■ Data section:
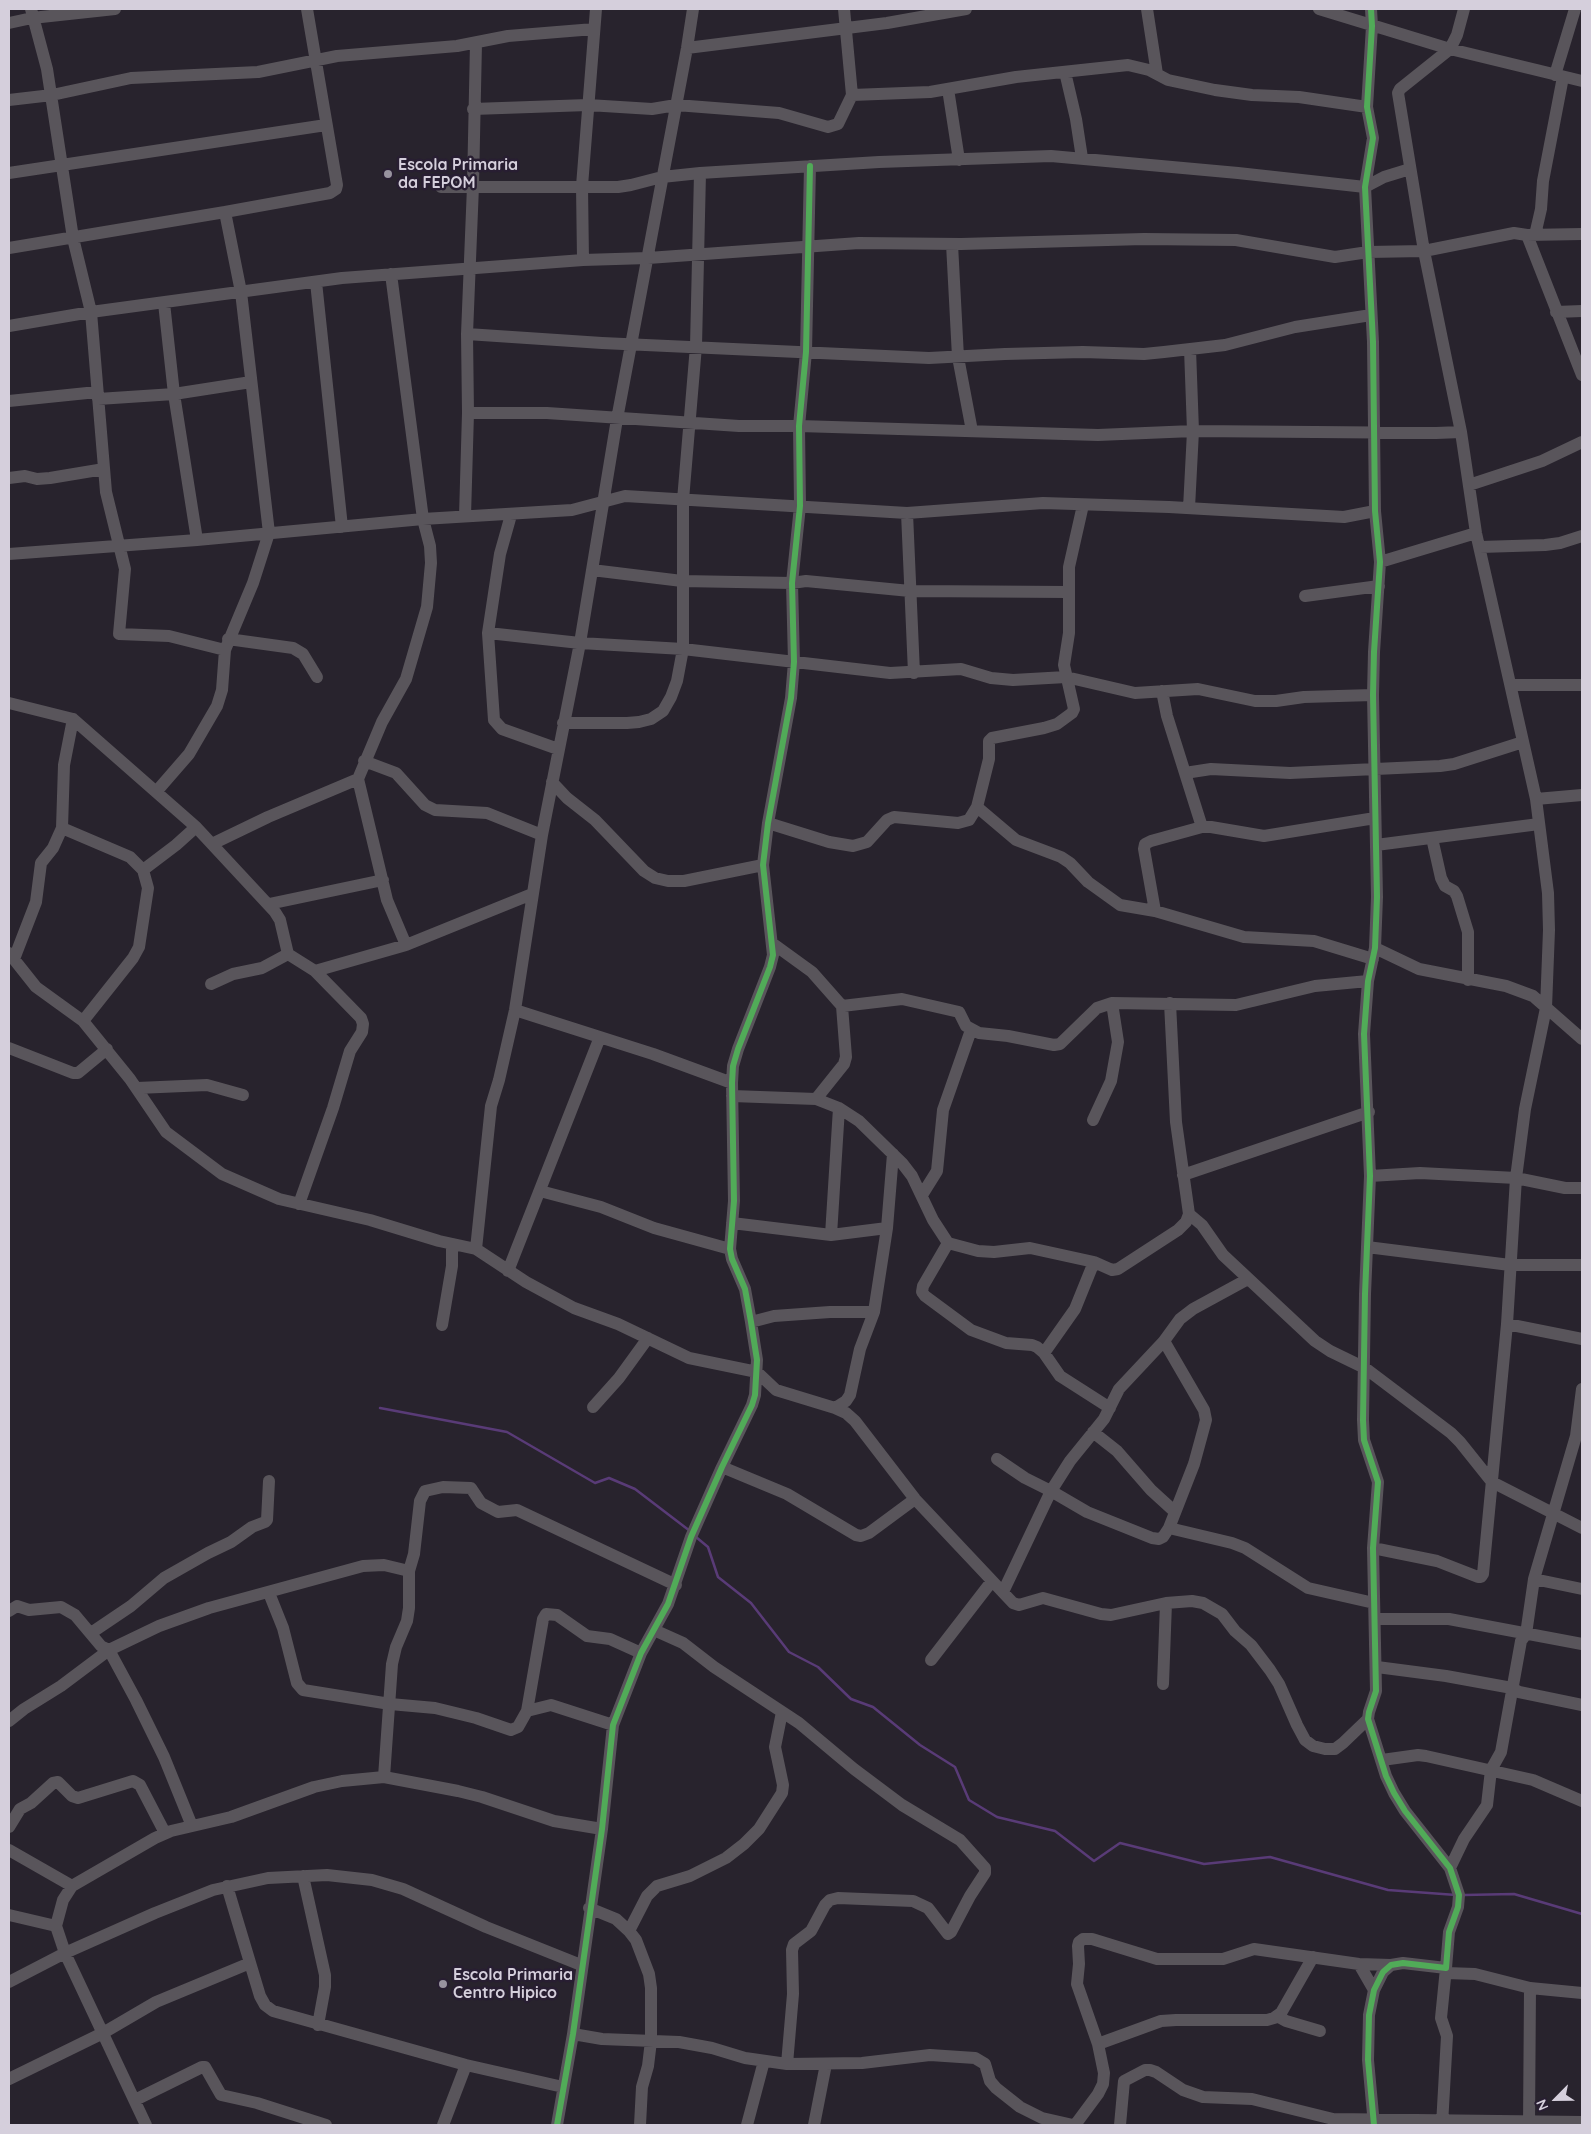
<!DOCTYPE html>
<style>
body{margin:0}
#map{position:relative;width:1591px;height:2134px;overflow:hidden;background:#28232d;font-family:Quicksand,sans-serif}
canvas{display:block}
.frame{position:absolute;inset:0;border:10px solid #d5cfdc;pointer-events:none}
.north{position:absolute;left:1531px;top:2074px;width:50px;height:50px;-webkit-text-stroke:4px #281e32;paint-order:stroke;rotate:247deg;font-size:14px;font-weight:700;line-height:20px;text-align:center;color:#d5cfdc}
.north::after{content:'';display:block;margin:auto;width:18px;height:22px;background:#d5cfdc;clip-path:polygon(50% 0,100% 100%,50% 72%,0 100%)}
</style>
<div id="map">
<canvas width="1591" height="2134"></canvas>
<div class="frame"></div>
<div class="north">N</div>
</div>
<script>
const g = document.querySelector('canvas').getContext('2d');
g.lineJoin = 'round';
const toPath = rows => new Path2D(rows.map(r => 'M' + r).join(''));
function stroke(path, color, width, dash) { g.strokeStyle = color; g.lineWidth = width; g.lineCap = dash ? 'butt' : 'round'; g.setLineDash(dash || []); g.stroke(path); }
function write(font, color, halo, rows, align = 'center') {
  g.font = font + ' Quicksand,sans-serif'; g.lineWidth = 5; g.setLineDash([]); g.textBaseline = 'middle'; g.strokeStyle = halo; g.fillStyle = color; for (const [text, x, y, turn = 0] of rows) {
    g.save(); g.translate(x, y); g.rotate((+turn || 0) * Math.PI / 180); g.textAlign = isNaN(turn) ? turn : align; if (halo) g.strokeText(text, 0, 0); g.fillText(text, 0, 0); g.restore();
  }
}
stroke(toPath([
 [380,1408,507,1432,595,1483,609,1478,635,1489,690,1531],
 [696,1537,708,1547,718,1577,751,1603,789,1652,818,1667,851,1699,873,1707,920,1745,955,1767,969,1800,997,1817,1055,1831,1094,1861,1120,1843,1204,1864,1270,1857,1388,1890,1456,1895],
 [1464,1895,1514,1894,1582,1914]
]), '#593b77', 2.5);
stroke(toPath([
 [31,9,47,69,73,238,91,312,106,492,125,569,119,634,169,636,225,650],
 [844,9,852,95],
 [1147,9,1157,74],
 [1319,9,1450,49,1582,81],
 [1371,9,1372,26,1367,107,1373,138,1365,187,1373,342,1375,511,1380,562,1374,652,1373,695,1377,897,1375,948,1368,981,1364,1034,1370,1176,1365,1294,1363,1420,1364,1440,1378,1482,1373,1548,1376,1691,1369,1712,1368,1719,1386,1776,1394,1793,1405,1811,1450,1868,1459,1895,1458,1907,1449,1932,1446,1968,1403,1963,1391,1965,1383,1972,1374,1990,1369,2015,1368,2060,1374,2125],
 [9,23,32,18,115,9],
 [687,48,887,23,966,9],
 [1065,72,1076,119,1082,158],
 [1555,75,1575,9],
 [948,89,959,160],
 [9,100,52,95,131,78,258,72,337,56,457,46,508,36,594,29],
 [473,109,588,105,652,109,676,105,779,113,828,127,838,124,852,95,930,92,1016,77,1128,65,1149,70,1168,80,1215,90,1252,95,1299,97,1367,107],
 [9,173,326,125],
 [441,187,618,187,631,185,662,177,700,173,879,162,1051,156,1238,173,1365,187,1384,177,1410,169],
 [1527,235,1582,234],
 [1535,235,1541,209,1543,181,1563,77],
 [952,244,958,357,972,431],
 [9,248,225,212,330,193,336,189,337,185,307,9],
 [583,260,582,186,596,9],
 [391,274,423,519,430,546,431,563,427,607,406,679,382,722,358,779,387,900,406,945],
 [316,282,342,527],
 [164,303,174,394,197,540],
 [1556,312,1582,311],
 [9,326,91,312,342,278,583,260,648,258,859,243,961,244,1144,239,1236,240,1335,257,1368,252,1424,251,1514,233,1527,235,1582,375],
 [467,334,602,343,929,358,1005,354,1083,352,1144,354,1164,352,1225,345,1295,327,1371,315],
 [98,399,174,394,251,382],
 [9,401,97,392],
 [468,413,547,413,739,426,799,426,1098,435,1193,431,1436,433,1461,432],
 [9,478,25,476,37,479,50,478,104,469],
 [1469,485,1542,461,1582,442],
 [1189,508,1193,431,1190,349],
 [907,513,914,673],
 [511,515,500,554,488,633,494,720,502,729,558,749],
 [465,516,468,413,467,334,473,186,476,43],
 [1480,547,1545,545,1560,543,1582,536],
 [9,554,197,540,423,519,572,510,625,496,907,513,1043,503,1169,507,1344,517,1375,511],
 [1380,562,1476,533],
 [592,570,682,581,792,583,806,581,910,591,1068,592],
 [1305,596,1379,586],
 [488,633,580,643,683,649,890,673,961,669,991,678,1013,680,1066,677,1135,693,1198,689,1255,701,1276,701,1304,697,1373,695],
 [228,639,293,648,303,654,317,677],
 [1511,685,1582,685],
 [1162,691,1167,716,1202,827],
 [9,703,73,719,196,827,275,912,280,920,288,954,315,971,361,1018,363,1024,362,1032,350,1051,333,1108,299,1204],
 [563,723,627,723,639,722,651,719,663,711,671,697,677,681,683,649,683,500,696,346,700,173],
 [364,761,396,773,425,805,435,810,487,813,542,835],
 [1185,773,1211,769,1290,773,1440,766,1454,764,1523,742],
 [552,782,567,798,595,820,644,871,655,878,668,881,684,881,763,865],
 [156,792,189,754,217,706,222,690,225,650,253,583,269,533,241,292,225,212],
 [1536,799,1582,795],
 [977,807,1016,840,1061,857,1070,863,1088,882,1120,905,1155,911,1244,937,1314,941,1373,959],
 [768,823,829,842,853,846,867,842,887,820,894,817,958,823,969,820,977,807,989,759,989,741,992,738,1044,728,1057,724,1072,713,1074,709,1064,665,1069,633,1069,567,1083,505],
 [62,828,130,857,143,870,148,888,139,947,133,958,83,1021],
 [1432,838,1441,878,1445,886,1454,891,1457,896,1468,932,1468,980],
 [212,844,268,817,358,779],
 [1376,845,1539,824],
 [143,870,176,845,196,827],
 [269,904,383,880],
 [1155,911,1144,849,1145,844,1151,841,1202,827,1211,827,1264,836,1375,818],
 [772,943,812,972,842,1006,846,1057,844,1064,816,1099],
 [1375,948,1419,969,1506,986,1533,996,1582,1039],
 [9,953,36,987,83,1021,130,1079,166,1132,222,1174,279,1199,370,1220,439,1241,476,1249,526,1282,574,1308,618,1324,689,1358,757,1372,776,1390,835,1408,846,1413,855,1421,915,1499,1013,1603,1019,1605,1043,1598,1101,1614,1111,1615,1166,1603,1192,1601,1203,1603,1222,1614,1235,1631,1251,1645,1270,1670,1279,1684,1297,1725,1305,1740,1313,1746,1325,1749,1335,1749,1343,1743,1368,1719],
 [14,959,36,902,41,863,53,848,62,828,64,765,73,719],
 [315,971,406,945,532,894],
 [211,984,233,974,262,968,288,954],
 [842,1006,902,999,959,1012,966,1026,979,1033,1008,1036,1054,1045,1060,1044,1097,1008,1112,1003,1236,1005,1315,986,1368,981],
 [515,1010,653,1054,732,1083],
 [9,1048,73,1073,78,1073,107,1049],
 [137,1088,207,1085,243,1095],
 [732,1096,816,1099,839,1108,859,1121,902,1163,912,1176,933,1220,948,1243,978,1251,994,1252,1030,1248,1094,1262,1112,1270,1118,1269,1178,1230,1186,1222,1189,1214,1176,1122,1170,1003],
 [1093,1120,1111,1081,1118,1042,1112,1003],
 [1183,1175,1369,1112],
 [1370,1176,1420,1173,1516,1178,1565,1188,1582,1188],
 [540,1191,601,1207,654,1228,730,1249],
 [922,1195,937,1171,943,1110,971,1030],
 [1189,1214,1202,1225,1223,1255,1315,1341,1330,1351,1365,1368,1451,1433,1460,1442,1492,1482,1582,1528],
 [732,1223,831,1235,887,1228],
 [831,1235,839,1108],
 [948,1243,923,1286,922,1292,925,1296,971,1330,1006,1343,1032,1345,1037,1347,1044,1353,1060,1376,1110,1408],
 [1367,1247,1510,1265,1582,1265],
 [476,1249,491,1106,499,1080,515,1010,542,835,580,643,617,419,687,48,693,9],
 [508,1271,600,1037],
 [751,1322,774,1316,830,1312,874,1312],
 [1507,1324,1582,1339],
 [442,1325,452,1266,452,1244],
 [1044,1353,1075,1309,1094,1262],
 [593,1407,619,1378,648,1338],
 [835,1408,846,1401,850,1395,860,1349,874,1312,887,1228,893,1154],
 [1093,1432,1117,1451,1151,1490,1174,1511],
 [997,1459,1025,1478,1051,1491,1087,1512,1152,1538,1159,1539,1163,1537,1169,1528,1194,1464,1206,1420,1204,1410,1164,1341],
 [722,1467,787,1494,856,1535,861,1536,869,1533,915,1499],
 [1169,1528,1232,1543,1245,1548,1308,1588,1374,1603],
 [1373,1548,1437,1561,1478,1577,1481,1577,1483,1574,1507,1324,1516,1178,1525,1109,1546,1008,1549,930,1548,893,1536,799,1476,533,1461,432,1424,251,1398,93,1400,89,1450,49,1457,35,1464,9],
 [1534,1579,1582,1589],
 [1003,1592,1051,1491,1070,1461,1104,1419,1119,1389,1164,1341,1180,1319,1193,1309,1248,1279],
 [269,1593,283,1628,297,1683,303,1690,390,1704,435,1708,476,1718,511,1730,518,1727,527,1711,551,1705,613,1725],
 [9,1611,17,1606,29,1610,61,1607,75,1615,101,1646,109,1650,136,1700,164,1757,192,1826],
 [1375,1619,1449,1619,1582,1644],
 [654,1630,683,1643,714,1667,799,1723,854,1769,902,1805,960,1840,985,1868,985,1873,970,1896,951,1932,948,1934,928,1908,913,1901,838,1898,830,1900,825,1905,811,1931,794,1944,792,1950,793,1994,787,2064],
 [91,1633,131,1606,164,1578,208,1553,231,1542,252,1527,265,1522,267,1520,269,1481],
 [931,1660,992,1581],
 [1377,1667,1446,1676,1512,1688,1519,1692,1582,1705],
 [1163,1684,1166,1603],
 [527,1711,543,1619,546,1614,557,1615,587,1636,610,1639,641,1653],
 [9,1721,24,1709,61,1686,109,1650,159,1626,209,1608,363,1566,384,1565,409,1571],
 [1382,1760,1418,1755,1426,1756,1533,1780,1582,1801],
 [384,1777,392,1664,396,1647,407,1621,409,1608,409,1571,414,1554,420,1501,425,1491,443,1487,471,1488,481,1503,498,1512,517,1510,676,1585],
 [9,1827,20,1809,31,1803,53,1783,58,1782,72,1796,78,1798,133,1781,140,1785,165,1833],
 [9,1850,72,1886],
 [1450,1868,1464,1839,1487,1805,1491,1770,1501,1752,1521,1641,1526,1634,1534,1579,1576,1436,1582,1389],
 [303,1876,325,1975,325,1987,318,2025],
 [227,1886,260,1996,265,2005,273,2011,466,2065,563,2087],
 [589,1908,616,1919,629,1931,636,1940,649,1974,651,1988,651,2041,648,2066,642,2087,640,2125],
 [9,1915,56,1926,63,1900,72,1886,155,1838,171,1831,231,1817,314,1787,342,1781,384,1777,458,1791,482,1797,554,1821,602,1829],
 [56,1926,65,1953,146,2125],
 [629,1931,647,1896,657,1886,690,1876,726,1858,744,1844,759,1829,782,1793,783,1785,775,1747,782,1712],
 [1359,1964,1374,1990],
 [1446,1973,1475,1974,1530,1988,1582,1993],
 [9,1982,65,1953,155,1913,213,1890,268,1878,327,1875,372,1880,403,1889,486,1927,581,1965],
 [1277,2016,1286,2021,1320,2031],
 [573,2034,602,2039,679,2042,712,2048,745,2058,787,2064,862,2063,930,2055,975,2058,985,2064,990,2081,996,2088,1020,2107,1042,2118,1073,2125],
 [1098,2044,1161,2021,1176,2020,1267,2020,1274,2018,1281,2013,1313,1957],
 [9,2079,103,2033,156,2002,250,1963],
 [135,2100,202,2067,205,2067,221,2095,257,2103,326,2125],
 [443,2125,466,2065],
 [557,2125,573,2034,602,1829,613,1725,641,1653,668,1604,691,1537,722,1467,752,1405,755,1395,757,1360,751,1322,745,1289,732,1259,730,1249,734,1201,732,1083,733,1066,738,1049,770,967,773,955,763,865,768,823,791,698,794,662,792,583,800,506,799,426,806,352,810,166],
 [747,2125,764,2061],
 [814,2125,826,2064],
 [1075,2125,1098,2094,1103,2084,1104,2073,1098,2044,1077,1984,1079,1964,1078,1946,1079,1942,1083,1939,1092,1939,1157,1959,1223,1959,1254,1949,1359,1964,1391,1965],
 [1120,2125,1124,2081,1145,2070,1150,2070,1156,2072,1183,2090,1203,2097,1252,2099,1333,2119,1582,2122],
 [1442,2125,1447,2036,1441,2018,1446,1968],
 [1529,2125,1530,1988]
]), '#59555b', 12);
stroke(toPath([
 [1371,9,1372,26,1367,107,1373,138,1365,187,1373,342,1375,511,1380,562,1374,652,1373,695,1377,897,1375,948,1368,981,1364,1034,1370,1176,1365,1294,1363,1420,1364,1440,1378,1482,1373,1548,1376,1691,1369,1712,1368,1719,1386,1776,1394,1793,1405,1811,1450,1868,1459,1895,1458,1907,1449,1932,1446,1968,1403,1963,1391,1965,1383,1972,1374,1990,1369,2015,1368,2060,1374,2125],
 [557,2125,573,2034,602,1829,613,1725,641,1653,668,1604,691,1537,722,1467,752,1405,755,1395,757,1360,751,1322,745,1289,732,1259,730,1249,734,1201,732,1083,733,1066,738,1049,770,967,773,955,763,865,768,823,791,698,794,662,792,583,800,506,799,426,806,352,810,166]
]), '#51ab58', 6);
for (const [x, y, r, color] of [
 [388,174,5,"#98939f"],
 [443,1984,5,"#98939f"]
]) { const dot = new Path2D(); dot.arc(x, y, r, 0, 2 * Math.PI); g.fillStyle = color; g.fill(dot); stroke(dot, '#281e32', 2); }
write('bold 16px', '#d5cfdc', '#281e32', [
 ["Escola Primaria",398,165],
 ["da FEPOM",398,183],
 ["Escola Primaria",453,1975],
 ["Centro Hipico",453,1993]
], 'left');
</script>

■ Task prompt: Using the records above, set down exactly the lines from the one with "function stroke(path, color, width, dash)" through the one with "function write(font, color, halo, rows, align", inclusive, and nothing more.

■ Solved problem:
function stroke(path, color, width, dash) { g.strokeStyle = color; g.lineWidth = width; g.lineCap = dash ? 'butt' : 'round'; g.setLineDash(dash || []); g.stroke(path); }
function write(font, color, halo, rows, align = 'center') {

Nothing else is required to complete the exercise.